NEW YORK (TheStreet) -- Symantec (SYMC) CEO Steve Bennett says he underestimated the effects of the company's massive restructuring effort, which impacted the company's outlook this week. However, the Symantec chief remains confident in his turnaround plan for the software maker.
"We dug ourselves a hole in terms of new license bookings that we're going to have to take a couple of quarters now to dig our way out of," he told TheStreet, during a phone interview following Symantec's second-quarter results on Wednesday. "We're disappointed that we underestimated the impact, but we're convinced that it's the right long-term move for our company."
Bennett characterized the second quarter as the "toughest quarter" in his turnaround plan for Symantec, which was unveiled in January. This involved a complete shift in the company's sales coverage model -- whereas previously, salespeople were generalists selling about 150 different point solutions, now they sell either Information Management or Information Security products.

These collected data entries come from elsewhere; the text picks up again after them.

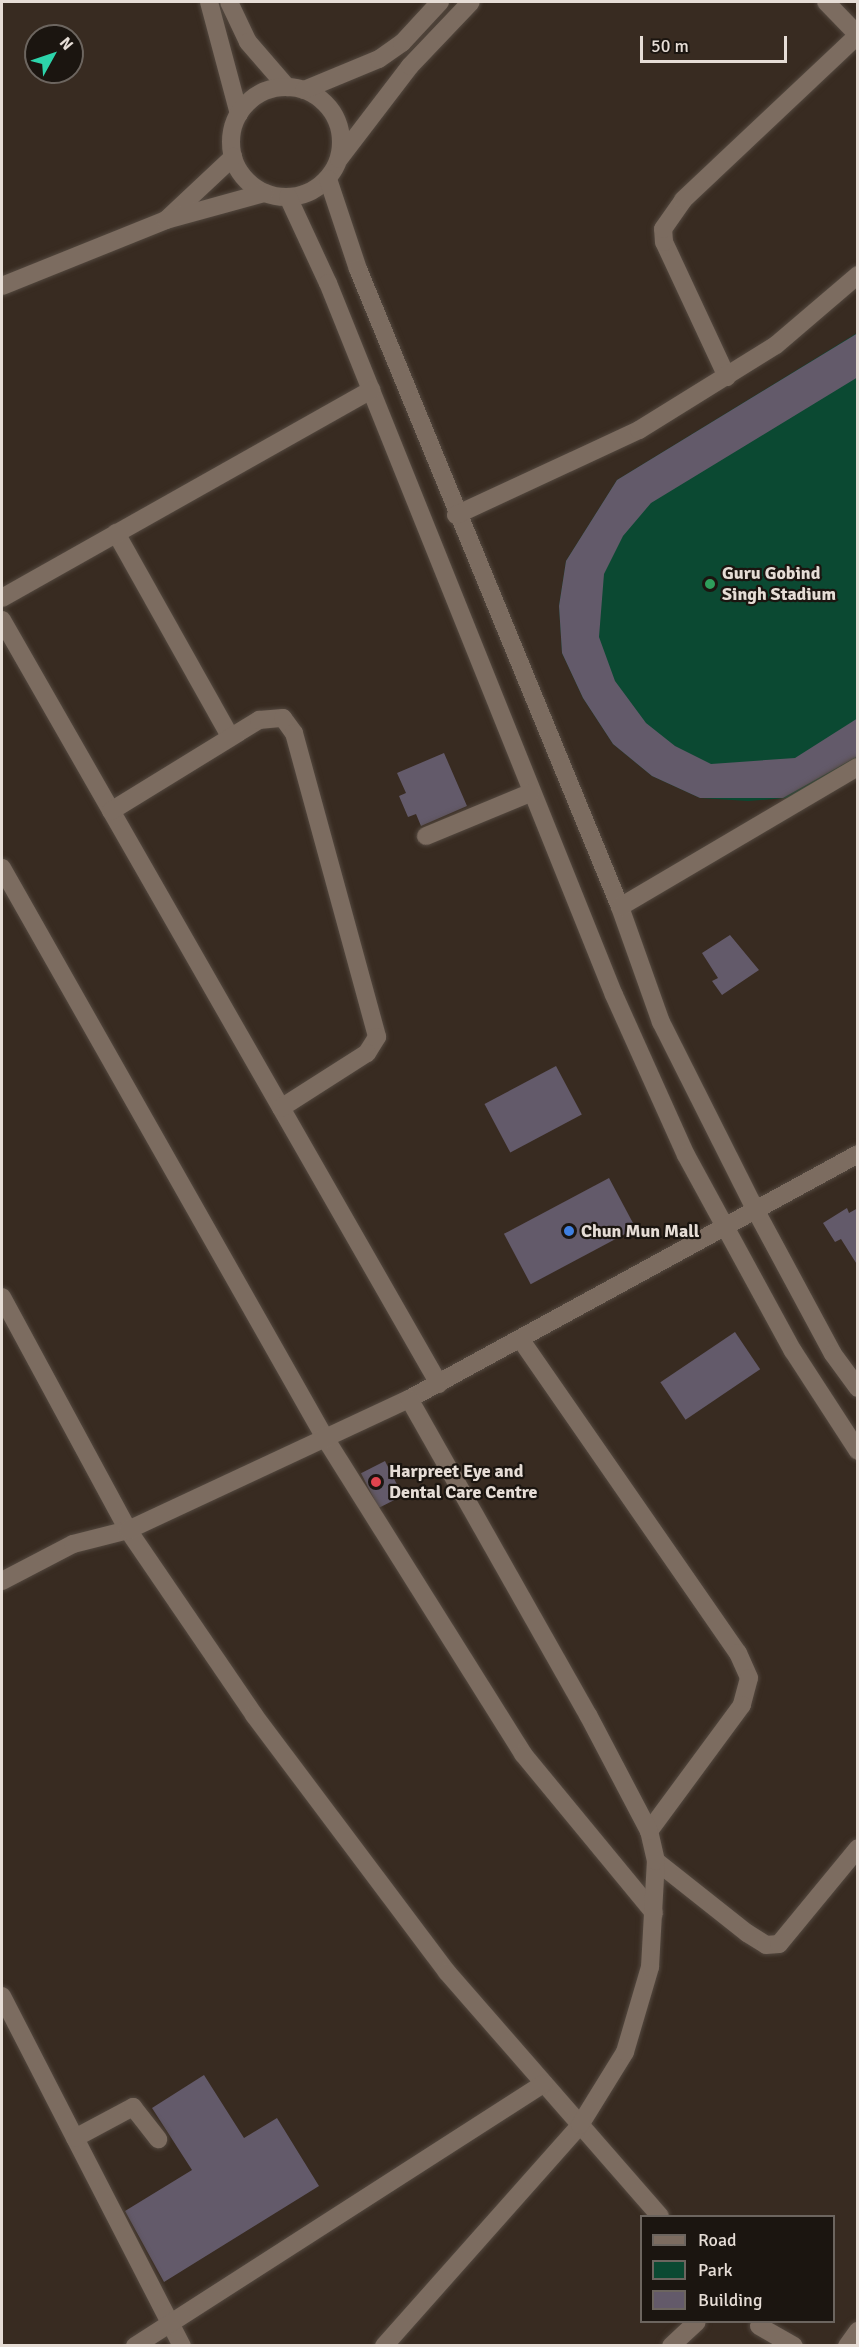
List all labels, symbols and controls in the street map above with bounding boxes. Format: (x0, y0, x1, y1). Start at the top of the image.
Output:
north arrow (24, 24, 84, 84)
scale bar (643, 24, 790, 62)
text: N (55, 33, 77, 54)
text: 50 m (651, 35, 689, 57)
place label: Guru Gobind Singh Stadium (722, 563, 836, 606)
marker: Guru Gobind Singh Stadium (703, 577, 717, 591)
place label: Chun Mun Mall (581, 1220, 699, 1242)
marker: Chun Mun Mall (562, 1224, 576, 1238)
place label: Harpreet Eye and Dental Care Centre (389, 1461, 538, 1504)
marker: Harpreet Eye and Dental Care Centre (367, 1473, 385, 1491)
legend (640, 2215, 835, 2323)
text: Road (698, 2229, 737, 2251)
text: Park (698, 2259, 733, 2281)
text: Building (698, 2289, 762, 2311)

"It takes a while in these large enterprise accounts to build a pipeline, go meet your new customers," he said. "We were in the first quarter of people with new territories, and getting trained and doing a bunch of stuff to build this pipeline that we are optimistic that will start to deliver benefits in Q3 and Q4."
Symantec also split its sales organization into renewals and new business teams during the quarter and Bennett pointed to management streamlining, which saw 35% of the firm's middle management positions eliminated.
"That obviously is a pretty significant move if you think about doing that and these territory changes, creating the renewals team," he said. "It's a lot of change at the same time, but I think it's way better than dribbling it and being in a transformation mode for two or three years."
On Tuesday Symantec reported revenue of $1.64 billion for the second quarter of its fiscal 2014, down 4% from the prior year's quarter, or 3% adjusted for currency. Analysts surveyed by Thomson Reuters had forecast sales of $1.685 billion.
Excluding items, the Mountain View, Calif.-based firm earned 50 cents a share, up from 45 cents in the same period last year. Wall Street was looking for earnings of 44 cents a share.